Produzido a partir da técnica de rotoscopia, animando diretamente sobre a imagem de atores reais, o filme adiciona o verniz do desenho como representante visual do verniz da nostalgia pela infância e adolescência que orienta a sequência de ações do filme, muitas vezes narradas pela versão já adulta do protagonista Stan (voz de Jack Black). Fragmentada em vinhetas, essa sequência se divide e alterna entre momentos reais e imaginados que o Stan criança (Milo Coy) vivencia, dos mais banais, como passar uma tarde com a avó, aos mais surreais, como viajar à Lua em um projeto secreto da NASA.

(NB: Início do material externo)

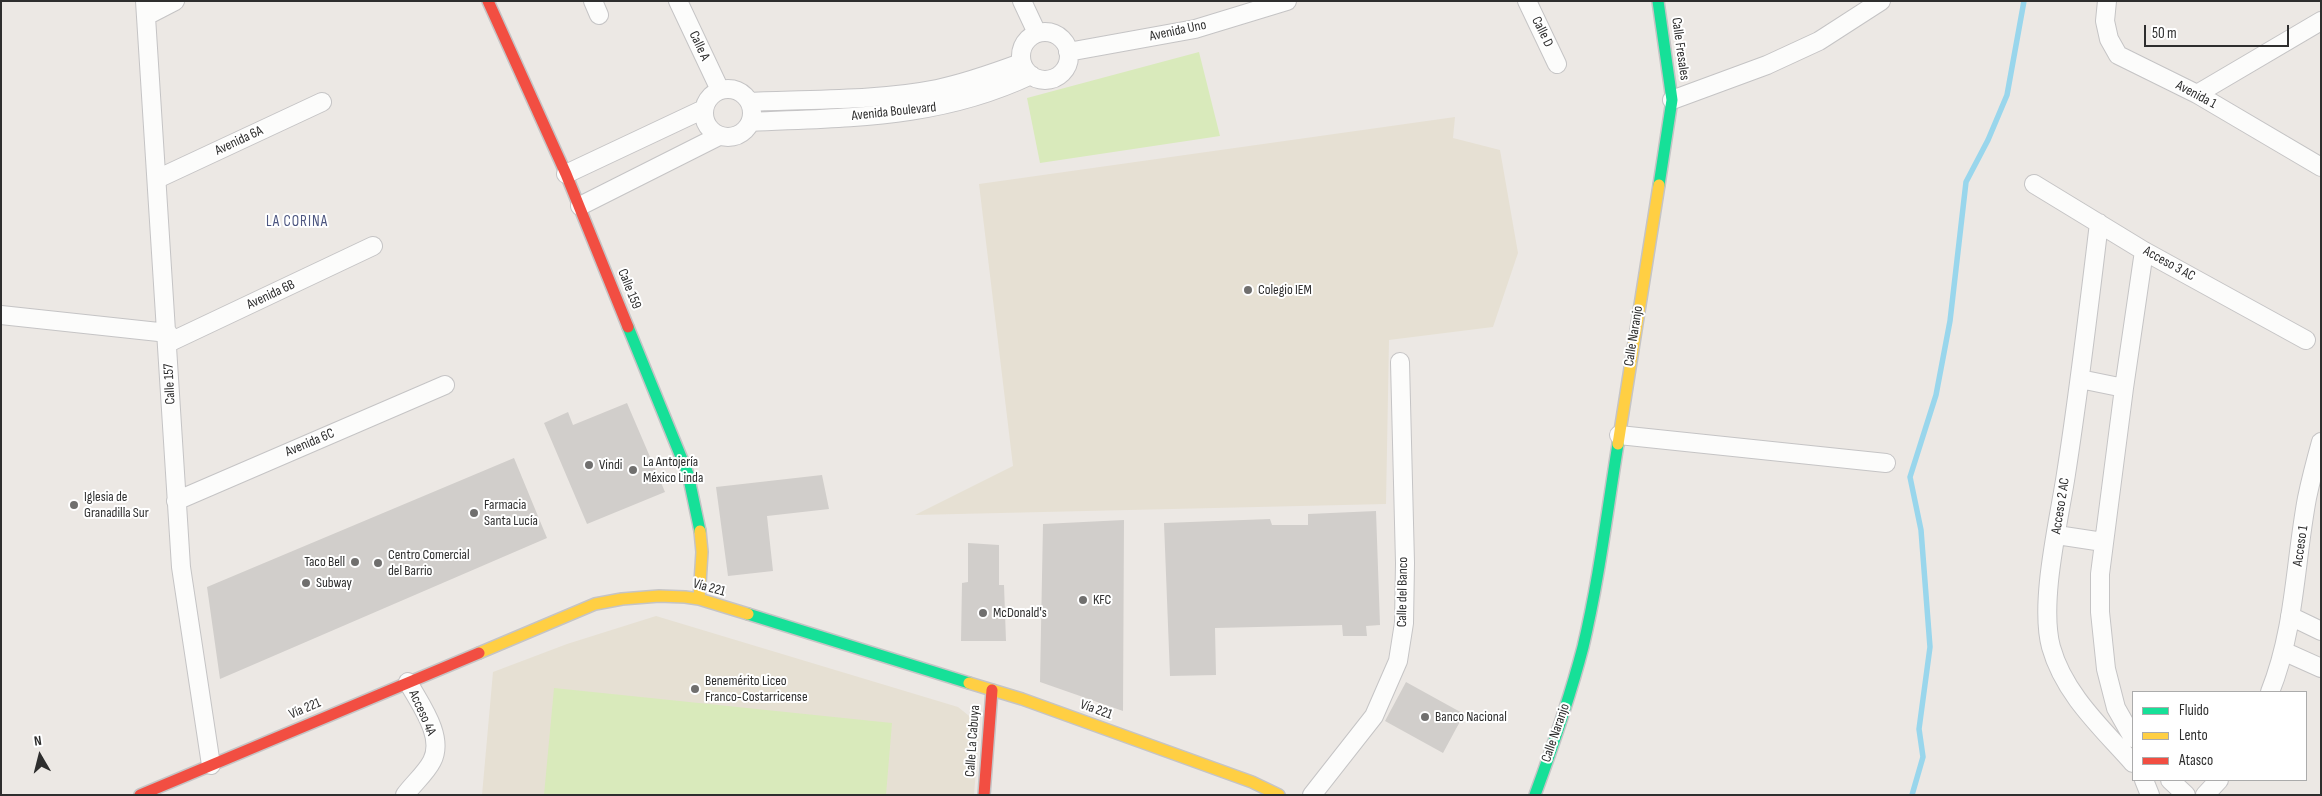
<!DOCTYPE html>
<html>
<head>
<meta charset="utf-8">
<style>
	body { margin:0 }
	#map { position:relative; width:2322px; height:796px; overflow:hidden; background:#ece8e4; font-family:"Sofia Sans Condensed",sans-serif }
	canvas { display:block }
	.frame { position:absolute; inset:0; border:2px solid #2e2e2e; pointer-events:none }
	.legend { position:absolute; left:2132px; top:691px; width:175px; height:90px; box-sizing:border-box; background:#fff; border:1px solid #ababab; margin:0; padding:6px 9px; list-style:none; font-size:15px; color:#2e2e2e }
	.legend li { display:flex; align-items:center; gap:10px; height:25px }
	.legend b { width:25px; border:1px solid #ababab }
	.north { position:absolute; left:15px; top:731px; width:50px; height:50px; -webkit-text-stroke:4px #fff; paint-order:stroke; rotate:352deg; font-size:14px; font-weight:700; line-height:20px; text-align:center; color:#2e2e2e }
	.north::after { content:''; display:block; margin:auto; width:18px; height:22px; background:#2e2e2e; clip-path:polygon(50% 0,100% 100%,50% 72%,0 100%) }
	.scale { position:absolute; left:2144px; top:25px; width:145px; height:22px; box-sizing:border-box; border:2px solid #2e2e2e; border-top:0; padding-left:6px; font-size:15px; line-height:18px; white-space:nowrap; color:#2e2e2e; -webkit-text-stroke:4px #fff; paint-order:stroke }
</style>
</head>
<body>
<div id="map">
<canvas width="2322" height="796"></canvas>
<div class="frame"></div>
<ul class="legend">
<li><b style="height:6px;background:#16e098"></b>Fluido</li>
<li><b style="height:6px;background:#ffcf43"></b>Lento</li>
<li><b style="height:6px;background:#f24e42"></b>Atasco</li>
</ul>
<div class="north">N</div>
<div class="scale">50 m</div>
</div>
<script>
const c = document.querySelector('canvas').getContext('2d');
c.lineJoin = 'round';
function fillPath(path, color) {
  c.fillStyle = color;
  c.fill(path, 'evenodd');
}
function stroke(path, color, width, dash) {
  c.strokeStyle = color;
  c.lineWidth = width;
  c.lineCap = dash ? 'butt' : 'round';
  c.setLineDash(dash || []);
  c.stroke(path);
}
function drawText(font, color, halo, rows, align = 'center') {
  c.font = font + ' "Sofia Sans Condensed",sans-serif';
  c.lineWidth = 4;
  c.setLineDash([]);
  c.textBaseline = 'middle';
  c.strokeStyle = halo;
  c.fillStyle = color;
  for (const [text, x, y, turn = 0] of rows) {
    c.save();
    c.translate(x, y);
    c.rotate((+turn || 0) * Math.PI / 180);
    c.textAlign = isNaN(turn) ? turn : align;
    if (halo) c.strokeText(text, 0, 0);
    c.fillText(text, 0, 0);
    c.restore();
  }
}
const education = new Path2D(`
	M1455,117l-2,21 47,12 18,103 -25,74 -104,13 -3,164 -471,11 98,-49 -34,-282z
	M656,616l302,91 15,12 6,13 -5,63h-492l11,-123 74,-28z`);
const pitch = new Path2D(`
	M1199,52l21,84 -180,27 -13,-65z
	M554,688l338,35 -6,72h-342z`);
const stream = new Path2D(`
	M1912,795l11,-38 -4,-28 11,-82 -9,-117 -11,-53 26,-82 14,-74 16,-139 22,-42 19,-45 17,-94`);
const building = new Path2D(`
	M627,403l38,89 -78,32 -43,-101 24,-11 5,13z
	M514,458l33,80 -327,141 -13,-92z
	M822,475l7,34 -62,7 6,55 -45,5 -12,-89z
	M1376,511l4,114 -14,1 1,10h-24l-1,-11 -127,3 1,47 -46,1 -6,-153 106,-4 2,6h36v-11z
	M1124,520l-1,191 -83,-29 3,-158z
	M968,543l31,2v40h5l2,56h-45l1,-58 6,-1z
	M1406,682l58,32 -21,39 -58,-32z`);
const street = new Path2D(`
	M145,1l36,566 30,198
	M593,1l6,14
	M678,1l42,89
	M1022,1l15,32
	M1527,1l30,63
	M2107,1l-2,20 4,18 9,16 79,39 124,73
	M146,16l29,-15
	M1021 56a24 24 0 1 1 48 0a24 24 0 1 1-48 0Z
	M1068,52l127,-23 92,-28
	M704 113a24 24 0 1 1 48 0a24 24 0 1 1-48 0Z
	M2197,94l124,-73
	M1672,100l95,-35 52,-24 62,-40
	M750,102c62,-3 126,-1 187,-13 29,-6 57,-16 84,-26
	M751,122c99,-5 187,-3 280,-47
	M566,174l138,-65
	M157,179l165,-77
	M2034,184l110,67 162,89
	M580,206l139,-70
	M2099,223c-10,84 -20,168 -33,251 -7,47 -27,128 -15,173 13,47 51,81 82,116
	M1,315l167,18
	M168,343l205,-97
	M2080,379l44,9
	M1619,435l267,28
	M176,501l269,-116
	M2057,535l46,7
	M2290,616l31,15
	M2283,651l38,17
	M2270,692c25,-62 25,-130 37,-194 4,-19 9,-38 14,-56
	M2133,738l-17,-30 -10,-39 -6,-57v-38l24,-186 20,-137
	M2144,780l6,15
	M2170,780l16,15
	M405,795c8,-11 21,-22 27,-34 13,-25 -13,-58 -24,-79
	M1312,795l62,-79 24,-55 6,-38 1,-60 -5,-201
	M2205,795l14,-15`);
const fast = new Path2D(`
	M1658,1l14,99 -13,85
	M628,327l60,147 12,57
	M748,614l221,69
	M1535,795c18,-49 35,-98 48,-148 16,-67 24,-135 35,-203`);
const slow = new Path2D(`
	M1618,444l41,-259
	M699,599l3,-47 -2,-21
	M479,653l116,-49 27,-5 37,-3 26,1 14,2 49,15
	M969,683l53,16 230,83 27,13`);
const jam = new Path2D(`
	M488,1l78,173 62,153
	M140,795l339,-142
	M984,795l8,-105`);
const markers = [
	[1248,290,5,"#706f6e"],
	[589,465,5,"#706f6e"],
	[633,470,5,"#706f6e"],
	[74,505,5,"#706f6e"],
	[474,513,5,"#706f6e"],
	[355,562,5,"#706f6e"],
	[378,563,5,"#706f6e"],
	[306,583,5,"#706f6e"],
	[1083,600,5,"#706f6e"],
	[983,613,5,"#706f6e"],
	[695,689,5,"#706f6e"],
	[1425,717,5,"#706f6e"]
];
const streetNames = [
	["Avenida Uno",1178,31,-12],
	["Calle D",1542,32,64],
	["Calle A",699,46,65],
	["Calle Fresales",1680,49,82],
	["Avenida 1",2196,95,28],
	["Avenida Boulevard",894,112,-6],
	["Avenida 6A",239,141,-25],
	["Acceso 3 AC",2169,264,29],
	["Calle 159",629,289,68],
	["Avenida 6B",271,295,-25],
	["Calle Naranjo",1634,336,-81],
	["Calle 157",170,384,-93],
	["Avenida 6C",310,443,-23],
	["Acceso 2 AC",2061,506,-81],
	["Acceso 1",2301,546,-82],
	["Vía 221",709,588,15],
	["Calle del Banco",1403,592,-89],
	["Vía 221",305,709,-23],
	["Vía 221",1096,710,20],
	["Acceso 4A",422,713,66],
	["Calle Naranjo",1556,733,-71],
	["Calle La Cabuya",973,741,-86]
];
const poiNames = [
	["Colegio IEM",1258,290],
	["La Antojería",643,462],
	["México Linda",643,478],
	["Vindi",599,465],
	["Iglesia de",84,497],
	["Granadilla Sur",84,513],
	["Farmacia",484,505],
	["Santa Lucía",484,521],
	["Centro Comercial",388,555],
	["del Barrio",388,571],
	["Taco Bell",345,562,"right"],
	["Subway",316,583],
	["KFC",1093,600],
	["McDonald's",993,613],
	["Benemérito Liceo",705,681],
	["Franco-Costarricense",705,697],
	["Banco Nacional",1435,717]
];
const neighbourhoodNames = [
	["LA CORINA",297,222]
];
fillPath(education, '#e6e0d3');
fillPath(pitch, '#d9eabb');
stroke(stream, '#99d6ec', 5.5);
fillPath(building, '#d1cecb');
stroke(street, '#c5c4c5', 20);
stroke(fast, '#c5c4c5', 14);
stroke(slow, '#c5c4c5', 14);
stroke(jam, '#c5c4c5', 14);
stroke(street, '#fcfcfb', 18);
stroke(fast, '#16e098', 11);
stroke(slow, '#ffcf43', 11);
stroke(jam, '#f24e42', 11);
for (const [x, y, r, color] of markers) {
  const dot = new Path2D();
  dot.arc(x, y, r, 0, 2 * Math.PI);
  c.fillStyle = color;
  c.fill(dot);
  stroke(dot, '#fff', 2);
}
drawText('14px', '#2e2e2e', '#fff', streetNames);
drawText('14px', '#2e2e2e', '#fff', poiNames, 'left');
c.letterSpacing = '1px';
drawText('15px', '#4d5680', '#fff', neighbourhoodNames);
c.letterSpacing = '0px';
</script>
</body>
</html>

São momentos, ritos familiares e brincadeiras juvenis que não buscam se distanciar da época em que estão situadas, muito pelo contrário: das constantes referências históricas à reconstituição do imaginário popular a respeito da era espacial e seus símbolos, tudo se estabelece firmemente no ano de 1969 pelo olhar (atento ou desatento) de quem estava lá, como uma memória assumidamente seletiva, que adota seu caráter híbrido de realidade e idealismo como um de seus pontos de interesse.
A fluidez da animação, entre cenas e entre planos, integra os diversos detalhes selecionados pelo diretor-roteirista para pintar seu retrato particular daquele contexto, incentivando a imersão através da atenção e do sentimento com que estes detalhes são reconstruídos. Dessa forma, o foco não reside na evocação de uma nostalgia por parte do espectador e sim de uma compreensão por parte deste da nostalgia alheia que lhe está sendo apresentada. Mais do que sentir-se nostálgico, sente-se a verdade na nostalgia do outro.
O momento em que o filme sinaliza que vai se ater a apenas uma de suas vinhetas, arriscando tornar-se uma narrativa convencional, é o momento em que ele quase perde sua força, deixando de lado os aspectos mundanos antes cuidadosamente apresentados. Felizmente não dura muito, e logo se retorna à exploração da iconografia tanto espacial quanto terrestre.
Onde? Disponível no serviço de streaming Netflix.
Quanto? Os planos variam de R$ 25,90 a R$ 55,90 mensais.
Quando? Disponível por tempo ilimitado mediante assinatura.